What is needed here is an exact repetition of the records below, beginning at the line that has "flex:1; height:69px; border-radius:36px;" and stopping after the line that has "fill:#aab3b9; stroke:#dcdcda; stroke-width:1.5".

········

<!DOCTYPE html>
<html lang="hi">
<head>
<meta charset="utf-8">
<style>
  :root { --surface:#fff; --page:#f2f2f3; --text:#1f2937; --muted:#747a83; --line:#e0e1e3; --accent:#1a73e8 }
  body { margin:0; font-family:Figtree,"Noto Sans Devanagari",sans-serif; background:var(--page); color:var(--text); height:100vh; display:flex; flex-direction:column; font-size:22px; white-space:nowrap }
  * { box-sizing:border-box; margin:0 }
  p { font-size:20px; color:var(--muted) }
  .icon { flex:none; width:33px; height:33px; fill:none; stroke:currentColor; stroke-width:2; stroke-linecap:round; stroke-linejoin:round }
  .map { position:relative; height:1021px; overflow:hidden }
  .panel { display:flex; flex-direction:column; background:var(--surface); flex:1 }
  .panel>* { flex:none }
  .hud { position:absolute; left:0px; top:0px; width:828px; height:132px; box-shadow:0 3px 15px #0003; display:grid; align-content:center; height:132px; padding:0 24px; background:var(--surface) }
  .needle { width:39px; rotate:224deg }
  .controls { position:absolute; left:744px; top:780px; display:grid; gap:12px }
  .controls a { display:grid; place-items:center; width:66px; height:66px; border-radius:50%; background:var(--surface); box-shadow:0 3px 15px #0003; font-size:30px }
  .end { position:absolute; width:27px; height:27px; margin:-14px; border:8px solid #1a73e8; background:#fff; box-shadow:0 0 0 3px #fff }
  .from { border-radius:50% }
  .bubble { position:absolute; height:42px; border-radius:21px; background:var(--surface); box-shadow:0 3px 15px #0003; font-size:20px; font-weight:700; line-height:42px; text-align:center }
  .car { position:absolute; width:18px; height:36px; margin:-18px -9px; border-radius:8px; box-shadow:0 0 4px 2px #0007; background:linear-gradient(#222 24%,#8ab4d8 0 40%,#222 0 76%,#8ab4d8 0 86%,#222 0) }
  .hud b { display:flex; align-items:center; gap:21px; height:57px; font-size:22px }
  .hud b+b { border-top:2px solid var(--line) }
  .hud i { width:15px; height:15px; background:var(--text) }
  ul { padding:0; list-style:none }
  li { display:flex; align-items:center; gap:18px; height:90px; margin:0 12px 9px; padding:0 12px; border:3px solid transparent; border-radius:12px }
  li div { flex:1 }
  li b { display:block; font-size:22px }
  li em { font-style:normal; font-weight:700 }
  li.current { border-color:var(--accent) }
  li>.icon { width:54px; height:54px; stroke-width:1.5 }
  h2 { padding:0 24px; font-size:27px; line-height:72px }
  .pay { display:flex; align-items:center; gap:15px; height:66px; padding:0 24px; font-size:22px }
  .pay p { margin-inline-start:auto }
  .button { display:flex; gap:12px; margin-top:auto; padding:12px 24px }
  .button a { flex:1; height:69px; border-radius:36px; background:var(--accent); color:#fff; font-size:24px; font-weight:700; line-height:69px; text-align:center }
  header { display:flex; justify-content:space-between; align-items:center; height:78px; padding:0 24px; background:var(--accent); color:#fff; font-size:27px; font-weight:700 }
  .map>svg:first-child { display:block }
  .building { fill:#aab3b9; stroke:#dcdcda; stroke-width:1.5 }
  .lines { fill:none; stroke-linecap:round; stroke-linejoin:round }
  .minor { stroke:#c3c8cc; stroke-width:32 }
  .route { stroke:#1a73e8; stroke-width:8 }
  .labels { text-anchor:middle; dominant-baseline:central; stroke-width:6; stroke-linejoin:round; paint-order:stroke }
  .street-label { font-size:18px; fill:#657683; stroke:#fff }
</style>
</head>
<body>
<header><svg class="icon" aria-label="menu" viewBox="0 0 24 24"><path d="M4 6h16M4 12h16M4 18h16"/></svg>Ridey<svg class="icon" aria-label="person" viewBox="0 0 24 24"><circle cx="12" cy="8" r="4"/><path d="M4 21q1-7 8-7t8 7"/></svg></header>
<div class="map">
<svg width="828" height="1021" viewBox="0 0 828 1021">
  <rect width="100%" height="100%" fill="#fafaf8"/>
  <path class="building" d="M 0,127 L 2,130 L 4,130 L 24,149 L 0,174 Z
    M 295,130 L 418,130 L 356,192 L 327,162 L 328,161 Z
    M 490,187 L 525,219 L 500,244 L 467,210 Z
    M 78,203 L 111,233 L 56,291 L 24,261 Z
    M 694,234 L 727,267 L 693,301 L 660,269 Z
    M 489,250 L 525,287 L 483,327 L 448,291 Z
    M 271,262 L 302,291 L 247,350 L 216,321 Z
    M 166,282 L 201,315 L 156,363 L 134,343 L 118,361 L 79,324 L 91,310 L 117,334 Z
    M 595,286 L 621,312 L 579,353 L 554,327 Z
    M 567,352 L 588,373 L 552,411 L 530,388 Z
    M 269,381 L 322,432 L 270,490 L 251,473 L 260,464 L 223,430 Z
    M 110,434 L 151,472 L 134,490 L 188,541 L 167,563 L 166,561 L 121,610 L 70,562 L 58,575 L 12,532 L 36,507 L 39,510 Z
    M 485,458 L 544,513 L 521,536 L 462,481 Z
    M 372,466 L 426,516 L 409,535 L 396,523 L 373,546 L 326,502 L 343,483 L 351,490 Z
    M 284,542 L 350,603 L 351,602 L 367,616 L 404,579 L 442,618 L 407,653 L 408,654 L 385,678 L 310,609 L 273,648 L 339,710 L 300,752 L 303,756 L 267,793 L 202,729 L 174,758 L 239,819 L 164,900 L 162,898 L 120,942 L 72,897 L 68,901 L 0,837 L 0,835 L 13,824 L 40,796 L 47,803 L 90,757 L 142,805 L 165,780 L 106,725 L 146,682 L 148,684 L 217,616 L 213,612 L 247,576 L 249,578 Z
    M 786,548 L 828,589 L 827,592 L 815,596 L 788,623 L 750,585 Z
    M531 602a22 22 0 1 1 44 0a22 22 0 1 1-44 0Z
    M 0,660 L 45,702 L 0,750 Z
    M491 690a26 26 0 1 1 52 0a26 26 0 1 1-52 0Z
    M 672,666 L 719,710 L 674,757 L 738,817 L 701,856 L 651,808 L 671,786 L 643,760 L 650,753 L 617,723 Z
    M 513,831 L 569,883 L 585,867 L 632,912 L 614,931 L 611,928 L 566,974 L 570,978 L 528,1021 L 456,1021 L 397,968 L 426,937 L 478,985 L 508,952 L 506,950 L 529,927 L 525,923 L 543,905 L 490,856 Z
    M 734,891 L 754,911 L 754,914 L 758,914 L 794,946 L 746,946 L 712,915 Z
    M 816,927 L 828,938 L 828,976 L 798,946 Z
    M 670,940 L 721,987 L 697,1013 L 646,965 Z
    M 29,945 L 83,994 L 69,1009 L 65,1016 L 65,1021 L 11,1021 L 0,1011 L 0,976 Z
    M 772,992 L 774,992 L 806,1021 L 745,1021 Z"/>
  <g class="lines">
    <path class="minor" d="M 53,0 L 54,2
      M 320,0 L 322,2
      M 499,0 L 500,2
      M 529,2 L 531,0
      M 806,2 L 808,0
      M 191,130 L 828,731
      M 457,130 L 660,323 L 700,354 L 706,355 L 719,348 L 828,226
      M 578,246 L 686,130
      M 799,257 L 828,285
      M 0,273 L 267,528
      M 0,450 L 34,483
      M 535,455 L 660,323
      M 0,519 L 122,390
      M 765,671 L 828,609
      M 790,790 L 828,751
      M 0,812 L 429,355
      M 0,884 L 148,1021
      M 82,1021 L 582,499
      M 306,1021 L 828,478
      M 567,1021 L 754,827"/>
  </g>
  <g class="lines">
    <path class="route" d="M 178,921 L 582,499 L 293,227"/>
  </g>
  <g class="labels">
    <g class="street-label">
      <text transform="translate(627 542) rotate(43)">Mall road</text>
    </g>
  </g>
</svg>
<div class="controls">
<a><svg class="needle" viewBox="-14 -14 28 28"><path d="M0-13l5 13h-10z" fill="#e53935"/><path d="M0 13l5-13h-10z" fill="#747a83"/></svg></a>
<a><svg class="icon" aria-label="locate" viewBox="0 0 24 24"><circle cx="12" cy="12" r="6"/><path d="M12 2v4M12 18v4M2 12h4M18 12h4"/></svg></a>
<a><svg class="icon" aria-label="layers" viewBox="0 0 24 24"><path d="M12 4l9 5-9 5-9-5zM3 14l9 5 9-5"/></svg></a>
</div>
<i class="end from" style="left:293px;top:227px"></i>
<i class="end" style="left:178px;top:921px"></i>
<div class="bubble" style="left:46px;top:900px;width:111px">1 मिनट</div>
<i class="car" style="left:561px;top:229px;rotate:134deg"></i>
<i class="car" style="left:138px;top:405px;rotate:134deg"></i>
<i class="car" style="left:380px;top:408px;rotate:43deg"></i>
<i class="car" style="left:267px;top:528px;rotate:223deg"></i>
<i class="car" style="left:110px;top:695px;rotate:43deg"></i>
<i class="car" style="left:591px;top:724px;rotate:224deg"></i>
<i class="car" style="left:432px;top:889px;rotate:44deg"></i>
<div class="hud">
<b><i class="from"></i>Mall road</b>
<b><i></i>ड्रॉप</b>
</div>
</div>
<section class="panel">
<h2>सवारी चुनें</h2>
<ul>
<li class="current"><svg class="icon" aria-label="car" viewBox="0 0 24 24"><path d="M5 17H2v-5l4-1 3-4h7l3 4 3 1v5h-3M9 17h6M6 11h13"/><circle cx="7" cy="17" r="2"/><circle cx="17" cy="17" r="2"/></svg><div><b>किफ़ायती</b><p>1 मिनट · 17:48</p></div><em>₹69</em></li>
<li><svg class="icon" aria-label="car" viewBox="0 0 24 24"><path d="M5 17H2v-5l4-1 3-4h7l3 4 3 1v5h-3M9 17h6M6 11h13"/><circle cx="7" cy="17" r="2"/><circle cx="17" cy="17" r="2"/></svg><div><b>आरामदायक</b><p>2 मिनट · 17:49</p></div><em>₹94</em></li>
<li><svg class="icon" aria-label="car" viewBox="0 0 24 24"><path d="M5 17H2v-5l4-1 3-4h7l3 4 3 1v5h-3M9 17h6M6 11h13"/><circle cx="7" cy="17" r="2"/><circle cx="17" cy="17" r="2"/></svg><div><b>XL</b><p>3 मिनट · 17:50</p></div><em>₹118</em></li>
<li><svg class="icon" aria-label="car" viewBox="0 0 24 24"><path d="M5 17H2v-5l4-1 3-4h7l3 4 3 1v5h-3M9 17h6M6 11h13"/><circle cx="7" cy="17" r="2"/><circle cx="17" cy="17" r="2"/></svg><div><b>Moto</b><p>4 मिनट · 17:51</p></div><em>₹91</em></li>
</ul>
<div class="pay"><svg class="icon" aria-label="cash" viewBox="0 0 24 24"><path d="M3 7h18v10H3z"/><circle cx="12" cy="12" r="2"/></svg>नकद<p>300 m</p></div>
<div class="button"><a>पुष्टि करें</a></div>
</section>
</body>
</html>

········

> EXERCISE RESULT
  .button a { flex:1; height:69px; border-radius:36px; background:var(--accent); color:#fff; font-size:24px; font-weight:700; line-height:69px; text-align:center }
  header { display:flex; justify-content:space-between; align-items:center; height:78px; padding:0 24px; background:var(--accent); color:#fff; font-size:27px; font-weight:700 }
  .map>svg:first-child { display:block }
  .building { fill:#aab3b9; stroke:#dcdcda; stroke-width:1.5 }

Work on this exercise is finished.